▶ Task description
Across the entries below, tally every line that holds the word "relative". Give only the tally.

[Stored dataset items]
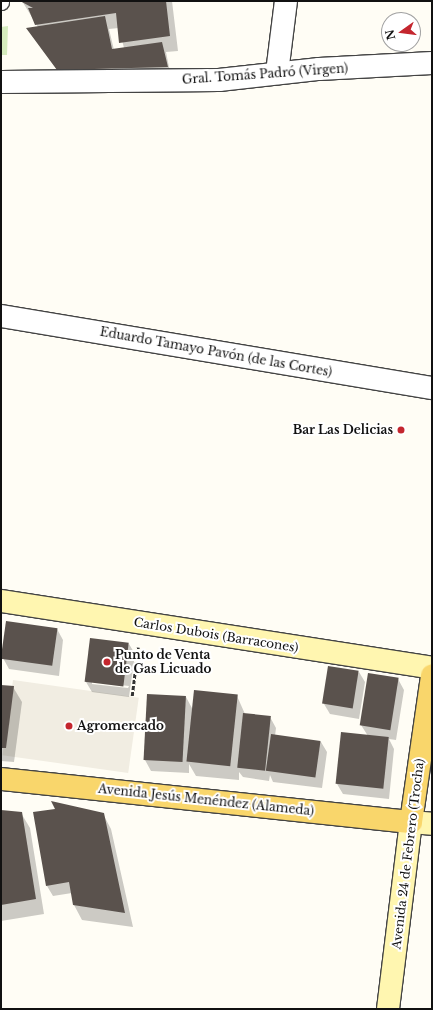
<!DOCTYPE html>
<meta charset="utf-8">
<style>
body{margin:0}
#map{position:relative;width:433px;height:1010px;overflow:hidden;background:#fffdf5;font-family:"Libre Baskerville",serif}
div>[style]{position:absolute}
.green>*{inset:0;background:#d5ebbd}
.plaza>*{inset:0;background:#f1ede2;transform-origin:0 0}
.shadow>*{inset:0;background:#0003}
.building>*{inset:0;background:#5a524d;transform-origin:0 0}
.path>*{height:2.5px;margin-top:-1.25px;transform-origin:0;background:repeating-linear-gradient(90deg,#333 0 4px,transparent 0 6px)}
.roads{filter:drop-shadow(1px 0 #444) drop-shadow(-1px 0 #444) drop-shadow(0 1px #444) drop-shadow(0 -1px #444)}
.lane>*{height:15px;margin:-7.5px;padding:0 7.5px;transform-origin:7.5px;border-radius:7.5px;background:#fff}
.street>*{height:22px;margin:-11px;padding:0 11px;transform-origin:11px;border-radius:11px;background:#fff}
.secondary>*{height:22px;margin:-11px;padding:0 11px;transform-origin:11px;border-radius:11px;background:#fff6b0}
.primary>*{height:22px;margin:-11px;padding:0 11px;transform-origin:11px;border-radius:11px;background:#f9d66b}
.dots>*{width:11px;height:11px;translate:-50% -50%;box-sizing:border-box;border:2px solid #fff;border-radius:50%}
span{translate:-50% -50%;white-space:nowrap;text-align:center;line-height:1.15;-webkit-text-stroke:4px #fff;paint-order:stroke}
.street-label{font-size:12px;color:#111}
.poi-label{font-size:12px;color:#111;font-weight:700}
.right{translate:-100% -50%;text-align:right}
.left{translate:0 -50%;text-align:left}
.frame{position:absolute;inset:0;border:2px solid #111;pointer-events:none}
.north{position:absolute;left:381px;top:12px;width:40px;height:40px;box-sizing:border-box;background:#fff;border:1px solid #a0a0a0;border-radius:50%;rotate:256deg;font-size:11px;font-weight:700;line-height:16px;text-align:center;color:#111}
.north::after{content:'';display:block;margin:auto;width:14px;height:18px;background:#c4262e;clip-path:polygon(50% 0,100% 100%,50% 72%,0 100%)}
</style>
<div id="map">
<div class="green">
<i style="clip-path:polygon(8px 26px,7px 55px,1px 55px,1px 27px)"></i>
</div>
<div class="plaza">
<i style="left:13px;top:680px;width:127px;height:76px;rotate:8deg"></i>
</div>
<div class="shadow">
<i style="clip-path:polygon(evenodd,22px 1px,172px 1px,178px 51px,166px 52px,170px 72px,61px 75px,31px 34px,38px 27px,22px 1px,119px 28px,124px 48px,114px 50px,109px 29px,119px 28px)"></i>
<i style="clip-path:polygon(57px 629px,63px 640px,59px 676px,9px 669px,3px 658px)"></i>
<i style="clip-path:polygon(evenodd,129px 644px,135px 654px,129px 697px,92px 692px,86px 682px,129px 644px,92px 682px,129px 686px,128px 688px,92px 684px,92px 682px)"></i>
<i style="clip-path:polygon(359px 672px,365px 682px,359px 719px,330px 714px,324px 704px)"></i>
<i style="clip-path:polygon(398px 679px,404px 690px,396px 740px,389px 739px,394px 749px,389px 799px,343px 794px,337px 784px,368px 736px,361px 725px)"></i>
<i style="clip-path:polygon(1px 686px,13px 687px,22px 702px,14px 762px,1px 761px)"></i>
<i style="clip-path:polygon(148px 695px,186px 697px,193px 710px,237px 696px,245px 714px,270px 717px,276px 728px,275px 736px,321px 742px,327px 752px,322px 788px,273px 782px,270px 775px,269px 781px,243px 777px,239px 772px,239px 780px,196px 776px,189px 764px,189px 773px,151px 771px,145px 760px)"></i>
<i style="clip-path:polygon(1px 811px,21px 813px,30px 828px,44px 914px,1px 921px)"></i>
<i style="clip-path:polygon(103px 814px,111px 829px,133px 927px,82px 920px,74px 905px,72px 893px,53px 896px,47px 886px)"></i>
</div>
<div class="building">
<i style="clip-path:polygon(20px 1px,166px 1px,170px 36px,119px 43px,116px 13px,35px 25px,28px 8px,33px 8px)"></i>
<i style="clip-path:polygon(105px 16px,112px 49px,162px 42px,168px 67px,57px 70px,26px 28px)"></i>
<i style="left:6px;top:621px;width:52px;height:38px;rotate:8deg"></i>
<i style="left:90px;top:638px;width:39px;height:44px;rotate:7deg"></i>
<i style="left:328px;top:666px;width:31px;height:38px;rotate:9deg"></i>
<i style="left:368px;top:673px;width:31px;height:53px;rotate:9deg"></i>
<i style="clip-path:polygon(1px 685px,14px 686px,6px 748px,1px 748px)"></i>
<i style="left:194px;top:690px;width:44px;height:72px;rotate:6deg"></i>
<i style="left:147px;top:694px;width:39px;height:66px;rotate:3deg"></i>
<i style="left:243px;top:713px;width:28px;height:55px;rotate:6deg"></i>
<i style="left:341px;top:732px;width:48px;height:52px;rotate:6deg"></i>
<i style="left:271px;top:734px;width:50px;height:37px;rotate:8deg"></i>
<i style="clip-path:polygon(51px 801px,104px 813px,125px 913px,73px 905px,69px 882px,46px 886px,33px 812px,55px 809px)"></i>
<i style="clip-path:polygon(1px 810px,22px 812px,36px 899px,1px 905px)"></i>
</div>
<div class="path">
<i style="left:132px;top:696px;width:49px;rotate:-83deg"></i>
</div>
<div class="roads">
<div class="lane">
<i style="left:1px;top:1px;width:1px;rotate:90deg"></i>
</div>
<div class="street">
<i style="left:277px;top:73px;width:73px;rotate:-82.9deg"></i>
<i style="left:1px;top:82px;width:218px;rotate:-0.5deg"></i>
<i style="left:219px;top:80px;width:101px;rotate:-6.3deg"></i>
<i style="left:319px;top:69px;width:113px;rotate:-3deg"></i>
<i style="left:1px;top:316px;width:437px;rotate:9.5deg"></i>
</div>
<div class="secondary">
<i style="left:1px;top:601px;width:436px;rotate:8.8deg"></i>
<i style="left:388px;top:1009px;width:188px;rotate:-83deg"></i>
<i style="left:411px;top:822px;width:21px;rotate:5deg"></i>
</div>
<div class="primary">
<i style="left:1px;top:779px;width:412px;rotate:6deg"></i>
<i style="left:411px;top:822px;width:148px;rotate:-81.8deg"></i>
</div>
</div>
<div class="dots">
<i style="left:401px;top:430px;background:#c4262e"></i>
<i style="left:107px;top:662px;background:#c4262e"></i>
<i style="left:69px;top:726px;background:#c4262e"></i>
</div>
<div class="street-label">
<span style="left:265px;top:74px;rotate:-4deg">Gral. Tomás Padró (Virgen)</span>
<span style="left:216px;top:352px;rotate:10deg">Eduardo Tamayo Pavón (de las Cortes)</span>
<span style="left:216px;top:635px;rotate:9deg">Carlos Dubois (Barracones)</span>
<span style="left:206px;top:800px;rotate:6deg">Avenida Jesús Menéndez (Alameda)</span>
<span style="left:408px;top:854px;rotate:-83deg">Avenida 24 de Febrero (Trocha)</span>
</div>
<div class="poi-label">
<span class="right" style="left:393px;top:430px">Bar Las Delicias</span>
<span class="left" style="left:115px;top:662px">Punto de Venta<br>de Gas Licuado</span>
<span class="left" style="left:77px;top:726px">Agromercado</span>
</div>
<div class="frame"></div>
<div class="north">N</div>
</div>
---
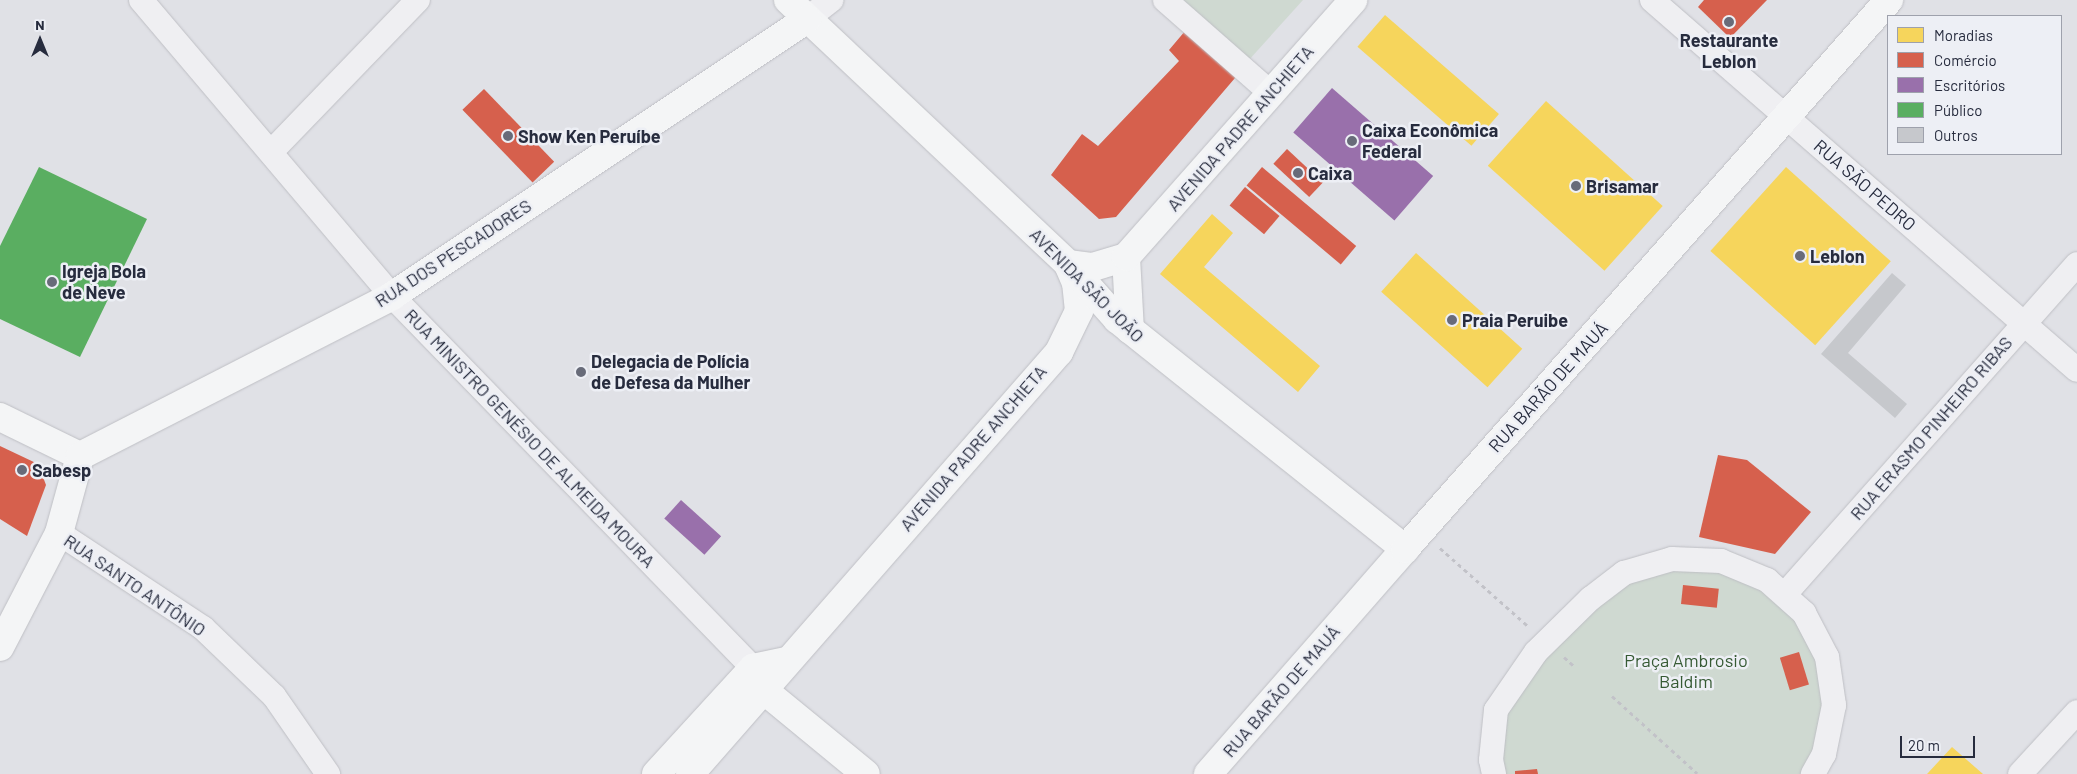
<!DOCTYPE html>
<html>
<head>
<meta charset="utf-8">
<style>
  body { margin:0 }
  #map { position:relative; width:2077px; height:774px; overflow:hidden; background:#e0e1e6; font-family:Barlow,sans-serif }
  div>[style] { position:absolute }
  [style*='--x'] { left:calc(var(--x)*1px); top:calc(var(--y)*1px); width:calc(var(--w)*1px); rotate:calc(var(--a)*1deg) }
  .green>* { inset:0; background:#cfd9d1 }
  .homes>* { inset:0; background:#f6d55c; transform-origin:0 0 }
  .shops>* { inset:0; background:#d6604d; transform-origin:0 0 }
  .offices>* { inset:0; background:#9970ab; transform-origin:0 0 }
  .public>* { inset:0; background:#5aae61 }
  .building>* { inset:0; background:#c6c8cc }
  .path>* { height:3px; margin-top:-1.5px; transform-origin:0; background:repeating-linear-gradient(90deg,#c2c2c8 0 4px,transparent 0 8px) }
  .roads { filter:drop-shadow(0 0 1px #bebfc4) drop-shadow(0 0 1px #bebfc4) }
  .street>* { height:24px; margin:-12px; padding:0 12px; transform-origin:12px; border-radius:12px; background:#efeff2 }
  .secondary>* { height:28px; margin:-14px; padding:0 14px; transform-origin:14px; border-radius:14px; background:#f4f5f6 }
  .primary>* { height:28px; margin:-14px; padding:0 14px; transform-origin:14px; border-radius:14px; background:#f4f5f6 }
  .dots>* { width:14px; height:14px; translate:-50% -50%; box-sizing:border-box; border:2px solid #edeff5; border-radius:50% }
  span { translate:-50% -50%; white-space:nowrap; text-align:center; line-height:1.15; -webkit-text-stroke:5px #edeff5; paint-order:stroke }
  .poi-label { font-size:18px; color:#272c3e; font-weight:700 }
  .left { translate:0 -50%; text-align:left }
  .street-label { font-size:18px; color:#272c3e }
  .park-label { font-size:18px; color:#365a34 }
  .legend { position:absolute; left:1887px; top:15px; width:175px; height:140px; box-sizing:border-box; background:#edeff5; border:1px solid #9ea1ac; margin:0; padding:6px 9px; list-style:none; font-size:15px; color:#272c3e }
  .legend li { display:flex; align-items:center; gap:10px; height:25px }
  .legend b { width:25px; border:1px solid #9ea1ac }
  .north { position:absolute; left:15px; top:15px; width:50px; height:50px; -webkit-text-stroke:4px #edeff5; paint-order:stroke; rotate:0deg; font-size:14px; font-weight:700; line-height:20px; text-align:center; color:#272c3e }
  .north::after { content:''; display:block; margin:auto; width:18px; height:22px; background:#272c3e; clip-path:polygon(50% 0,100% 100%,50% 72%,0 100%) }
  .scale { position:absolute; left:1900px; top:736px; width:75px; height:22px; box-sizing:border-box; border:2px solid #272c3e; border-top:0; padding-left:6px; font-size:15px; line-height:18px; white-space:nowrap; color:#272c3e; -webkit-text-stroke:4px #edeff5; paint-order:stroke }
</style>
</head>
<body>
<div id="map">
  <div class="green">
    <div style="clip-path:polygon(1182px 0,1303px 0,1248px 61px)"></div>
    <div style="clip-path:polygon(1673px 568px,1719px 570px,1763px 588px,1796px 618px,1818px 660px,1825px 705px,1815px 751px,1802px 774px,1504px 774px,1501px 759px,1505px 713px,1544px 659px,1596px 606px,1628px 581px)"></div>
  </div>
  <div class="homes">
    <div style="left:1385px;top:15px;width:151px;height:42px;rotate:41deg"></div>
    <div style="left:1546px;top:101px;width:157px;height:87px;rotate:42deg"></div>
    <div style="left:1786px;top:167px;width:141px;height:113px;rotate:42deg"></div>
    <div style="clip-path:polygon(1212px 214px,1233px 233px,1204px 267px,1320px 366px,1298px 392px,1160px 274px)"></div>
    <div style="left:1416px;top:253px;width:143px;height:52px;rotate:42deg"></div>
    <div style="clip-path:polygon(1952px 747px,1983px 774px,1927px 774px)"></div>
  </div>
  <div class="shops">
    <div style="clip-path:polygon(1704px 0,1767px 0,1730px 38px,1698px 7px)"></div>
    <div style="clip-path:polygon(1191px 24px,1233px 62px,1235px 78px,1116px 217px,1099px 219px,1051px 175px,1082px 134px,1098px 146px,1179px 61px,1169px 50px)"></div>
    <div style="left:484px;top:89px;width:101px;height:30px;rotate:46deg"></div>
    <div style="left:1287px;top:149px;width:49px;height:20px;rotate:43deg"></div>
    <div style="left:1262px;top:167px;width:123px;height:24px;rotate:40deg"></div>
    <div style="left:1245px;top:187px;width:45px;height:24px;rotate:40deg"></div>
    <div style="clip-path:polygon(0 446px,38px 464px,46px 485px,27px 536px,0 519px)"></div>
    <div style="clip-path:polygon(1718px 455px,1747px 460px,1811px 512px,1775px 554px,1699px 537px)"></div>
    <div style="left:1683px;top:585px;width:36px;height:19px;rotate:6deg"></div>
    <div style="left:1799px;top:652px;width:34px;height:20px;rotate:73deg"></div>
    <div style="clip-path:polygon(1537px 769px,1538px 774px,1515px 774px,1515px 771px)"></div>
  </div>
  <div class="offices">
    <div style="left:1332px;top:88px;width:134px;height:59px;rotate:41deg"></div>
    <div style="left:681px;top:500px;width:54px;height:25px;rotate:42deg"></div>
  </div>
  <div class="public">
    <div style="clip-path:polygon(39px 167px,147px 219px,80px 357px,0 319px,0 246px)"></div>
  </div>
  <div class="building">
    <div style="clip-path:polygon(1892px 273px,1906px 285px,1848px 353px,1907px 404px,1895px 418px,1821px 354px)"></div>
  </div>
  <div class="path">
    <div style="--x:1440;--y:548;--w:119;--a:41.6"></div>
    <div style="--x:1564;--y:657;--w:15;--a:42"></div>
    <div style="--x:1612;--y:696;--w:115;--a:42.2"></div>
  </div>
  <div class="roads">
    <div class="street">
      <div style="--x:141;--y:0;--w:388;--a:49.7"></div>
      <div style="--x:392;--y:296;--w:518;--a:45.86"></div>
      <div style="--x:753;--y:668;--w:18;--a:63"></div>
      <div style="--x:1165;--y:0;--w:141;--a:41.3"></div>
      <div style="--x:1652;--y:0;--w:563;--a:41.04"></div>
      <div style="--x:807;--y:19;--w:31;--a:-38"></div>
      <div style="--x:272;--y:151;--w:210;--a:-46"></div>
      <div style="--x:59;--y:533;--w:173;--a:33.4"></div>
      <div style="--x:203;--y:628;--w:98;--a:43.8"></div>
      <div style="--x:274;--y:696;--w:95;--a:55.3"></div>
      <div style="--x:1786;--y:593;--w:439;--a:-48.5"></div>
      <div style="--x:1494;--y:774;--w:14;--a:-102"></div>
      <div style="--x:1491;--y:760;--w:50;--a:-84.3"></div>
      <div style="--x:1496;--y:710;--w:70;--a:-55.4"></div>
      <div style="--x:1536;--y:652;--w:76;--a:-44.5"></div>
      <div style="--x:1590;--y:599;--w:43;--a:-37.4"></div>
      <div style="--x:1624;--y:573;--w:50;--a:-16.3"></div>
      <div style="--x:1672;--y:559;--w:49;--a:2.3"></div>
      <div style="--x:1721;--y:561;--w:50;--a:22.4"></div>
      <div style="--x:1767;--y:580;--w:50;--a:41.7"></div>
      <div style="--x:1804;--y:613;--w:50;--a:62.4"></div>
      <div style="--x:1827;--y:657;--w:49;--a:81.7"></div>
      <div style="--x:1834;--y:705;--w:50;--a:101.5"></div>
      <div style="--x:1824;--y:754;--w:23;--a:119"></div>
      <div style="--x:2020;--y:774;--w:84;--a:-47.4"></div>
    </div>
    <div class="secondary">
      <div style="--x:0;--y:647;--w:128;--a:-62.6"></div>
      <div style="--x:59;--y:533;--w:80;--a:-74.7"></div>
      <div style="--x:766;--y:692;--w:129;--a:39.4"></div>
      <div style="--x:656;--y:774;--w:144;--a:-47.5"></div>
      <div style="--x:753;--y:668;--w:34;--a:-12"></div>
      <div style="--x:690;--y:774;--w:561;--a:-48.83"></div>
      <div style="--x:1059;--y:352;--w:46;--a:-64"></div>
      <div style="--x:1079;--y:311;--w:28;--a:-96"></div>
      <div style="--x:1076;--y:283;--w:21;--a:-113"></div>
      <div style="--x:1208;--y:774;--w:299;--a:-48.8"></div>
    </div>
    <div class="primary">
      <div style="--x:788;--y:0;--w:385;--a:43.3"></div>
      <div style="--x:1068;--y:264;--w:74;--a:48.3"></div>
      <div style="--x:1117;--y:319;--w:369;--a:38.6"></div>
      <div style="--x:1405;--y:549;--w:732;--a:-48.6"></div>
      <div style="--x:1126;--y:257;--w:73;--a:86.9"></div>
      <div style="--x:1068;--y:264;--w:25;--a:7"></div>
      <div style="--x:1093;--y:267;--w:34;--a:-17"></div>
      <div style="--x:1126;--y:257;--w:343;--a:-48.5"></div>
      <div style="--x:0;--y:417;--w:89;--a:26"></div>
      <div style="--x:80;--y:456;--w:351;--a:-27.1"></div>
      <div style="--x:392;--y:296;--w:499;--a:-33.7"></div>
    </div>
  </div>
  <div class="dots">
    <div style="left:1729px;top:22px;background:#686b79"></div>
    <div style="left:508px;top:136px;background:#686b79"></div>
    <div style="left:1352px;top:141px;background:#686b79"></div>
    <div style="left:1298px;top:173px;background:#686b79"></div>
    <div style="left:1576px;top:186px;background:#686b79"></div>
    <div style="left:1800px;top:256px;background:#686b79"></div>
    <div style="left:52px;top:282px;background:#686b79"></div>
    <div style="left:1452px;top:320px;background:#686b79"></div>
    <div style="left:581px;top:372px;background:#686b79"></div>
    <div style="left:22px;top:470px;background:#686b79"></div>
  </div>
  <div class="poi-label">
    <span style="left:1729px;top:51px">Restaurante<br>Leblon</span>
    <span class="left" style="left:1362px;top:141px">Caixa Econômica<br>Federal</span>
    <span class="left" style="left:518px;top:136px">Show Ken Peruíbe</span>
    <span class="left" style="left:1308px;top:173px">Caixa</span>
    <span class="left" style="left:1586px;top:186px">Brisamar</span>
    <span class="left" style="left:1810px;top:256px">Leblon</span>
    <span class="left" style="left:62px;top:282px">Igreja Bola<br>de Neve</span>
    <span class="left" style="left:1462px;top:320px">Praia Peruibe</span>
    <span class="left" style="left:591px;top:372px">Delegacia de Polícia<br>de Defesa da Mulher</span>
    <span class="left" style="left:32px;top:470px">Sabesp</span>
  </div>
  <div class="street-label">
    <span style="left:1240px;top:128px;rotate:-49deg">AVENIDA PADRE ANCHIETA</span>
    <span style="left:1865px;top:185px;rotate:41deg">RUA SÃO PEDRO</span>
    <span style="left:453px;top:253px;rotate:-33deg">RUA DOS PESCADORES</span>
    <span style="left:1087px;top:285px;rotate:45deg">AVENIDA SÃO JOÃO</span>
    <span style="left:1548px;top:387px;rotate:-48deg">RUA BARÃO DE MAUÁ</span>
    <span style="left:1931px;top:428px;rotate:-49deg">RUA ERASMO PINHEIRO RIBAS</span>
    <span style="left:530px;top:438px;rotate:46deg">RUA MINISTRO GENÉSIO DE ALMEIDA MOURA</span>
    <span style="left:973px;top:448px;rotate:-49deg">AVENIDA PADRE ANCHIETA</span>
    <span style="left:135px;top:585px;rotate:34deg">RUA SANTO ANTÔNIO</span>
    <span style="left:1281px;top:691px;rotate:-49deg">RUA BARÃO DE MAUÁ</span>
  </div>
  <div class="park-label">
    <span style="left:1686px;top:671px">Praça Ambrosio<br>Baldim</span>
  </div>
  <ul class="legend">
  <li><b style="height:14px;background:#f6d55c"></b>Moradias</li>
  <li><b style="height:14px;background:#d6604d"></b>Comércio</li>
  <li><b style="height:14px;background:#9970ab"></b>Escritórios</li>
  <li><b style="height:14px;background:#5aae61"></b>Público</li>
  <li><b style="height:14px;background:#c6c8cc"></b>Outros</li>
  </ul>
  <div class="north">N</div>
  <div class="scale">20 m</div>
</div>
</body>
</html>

▶ Expected output
2